The establishment of a gold trading exchange is currently under scrutiny by regulatory bodies, experts, and the business community, particularly following the National Assembly’s approval of the amended Investment Law. This law marks a significant step by removing gold jewelry from the list of conditional business sectors. Representatives from the State Bank of Vietnam emphasize the need for a cautious approach in developing this model to achieve a dual objective: fostering market growth while maintaining monetary security.

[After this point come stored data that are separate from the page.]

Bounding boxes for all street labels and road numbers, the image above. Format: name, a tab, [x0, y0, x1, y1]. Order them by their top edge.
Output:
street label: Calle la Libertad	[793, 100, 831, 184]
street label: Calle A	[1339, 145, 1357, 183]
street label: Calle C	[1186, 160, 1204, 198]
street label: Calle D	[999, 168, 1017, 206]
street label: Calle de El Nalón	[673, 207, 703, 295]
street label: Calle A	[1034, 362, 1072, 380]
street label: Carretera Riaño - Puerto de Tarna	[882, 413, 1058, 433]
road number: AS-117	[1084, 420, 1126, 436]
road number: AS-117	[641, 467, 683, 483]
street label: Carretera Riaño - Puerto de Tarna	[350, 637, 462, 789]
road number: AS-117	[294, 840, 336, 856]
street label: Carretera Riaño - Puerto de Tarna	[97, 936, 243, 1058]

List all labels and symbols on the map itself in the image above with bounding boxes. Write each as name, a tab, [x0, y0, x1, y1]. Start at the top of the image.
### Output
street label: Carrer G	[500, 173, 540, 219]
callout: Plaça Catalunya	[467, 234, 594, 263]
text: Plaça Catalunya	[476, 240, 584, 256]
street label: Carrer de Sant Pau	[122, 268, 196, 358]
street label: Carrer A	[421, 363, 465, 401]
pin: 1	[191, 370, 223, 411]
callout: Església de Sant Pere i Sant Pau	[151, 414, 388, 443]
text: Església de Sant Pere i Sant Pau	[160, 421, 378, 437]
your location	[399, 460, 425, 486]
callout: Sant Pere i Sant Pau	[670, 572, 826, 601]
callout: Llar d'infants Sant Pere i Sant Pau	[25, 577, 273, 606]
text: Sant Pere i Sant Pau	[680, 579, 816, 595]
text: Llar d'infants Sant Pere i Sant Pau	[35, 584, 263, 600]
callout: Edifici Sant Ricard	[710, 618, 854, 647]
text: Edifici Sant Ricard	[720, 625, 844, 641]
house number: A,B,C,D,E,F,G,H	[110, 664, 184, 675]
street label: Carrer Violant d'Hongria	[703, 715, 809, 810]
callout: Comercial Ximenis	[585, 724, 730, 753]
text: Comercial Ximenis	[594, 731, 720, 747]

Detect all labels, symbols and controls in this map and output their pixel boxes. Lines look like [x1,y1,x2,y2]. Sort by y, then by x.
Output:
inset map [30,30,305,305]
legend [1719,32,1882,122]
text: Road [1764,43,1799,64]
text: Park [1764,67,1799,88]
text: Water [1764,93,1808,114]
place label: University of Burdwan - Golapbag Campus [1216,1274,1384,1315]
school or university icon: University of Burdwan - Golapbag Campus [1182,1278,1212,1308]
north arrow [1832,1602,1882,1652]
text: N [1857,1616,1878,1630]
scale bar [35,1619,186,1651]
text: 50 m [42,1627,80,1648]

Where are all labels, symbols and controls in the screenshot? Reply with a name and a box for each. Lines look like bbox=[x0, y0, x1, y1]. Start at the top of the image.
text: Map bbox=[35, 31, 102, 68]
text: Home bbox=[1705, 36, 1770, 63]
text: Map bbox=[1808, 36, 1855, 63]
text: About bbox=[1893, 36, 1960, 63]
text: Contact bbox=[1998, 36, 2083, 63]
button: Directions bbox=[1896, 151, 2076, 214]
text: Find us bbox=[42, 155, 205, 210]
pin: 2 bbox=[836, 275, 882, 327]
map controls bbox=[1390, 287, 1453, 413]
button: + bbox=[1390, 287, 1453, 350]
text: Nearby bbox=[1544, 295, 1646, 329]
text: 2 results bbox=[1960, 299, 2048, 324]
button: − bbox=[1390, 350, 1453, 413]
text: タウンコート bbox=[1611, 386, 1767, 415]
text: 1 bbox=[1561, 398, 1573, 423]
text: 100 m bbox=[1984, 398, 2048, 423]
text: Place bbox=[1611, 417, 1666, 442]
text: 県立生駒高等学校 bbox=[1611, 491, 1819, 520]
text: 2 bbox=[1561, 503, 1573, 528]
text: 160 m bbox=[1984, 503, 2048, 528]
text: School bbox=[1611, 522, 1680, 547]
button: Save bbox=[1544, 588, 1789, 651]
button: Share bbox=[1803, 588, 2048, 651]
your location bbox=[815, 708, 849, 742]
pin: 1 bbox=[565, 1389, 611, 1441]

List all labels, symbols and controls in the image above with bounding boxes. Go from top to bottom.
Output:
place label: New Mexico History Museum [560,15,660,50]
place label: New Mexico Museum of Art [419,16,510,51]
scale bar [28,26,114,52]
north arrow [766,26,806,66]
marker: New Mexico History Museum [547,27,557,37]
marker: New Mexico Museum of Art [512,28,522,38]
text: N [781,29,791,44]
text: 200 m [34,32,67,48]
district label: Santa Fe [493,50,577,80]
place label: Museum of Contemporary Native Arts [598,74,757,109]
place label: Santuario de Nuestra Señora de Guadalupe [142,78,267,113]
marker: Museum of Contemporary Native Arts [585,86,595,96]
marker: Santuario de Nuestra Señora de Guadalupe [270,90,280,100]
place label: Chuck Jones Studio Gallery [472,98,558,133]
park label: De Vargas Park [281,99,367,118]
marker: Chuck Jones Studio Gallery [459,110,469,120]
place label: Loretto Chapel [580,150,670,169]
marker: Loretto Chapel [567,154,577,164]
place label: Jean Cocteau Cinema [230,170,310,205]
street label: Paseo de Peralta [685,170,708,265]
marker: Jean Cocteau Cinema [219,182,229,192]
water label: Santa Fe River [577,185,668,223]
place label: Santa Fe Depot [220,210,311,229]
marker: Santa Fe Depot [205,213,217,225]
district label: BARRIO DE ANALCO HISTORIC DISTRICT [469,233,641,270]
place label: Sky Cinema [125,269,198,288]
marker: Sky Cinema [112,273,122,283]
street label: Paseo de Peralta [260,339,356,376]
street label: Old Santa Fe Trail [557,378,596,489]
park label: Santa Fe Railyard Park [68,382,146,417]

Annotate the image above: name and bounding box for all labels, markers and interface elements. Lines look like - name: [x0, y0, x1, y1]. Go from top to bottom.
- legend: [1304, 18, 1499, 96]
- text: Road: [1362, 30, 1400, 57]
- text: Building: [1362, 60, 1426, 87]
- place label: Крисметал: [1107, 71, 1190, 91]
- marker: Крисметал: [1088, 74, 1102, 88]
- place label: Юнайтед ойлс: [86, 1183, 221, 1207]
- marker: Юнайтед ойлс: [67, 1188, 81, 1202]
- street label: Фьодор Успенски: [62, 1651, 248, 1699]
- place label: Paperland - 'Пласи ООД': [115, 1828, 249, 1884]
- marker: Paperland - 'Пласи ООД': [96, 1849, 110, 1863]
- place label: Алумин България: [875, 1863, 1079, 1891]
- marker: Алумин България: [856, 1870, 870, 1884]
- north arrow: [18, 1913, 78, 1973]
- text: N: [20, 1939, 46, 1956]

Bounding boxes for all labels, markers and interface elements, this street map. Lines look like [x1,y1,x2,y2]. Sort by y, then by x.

Mr. Dao Xuan Tuan, Director of the Foreign Exchange Management Department, State Bank of Vietnam: The study of the gold trading exchange model should be approached comprehensively, cautiously, with a clear roadmap, and aligned with macroeconomic goals and Vietnam’s realities.
Speaking at the recent “Seminar on the Development of the Gold Jewelry Market and the Establishment of a Gold Trading Exchange,” Mr. Dao Xuan Tuan, Director of the Foreign Exchange Management Department at the State Bank of Vietnam (SBV), noted that Vietnam’s gold market is closely linked to the currency market and heavily influenced by public sentiment and expectations. Gold prices not only reflect supply and demand but also impact macroeconomic stability. As the regulatory body for currency and banking activities, the SBV aims to achieve a dual goal: promoting the gold market while ensuring macroeconomic stability, monetary security, and banking system safety.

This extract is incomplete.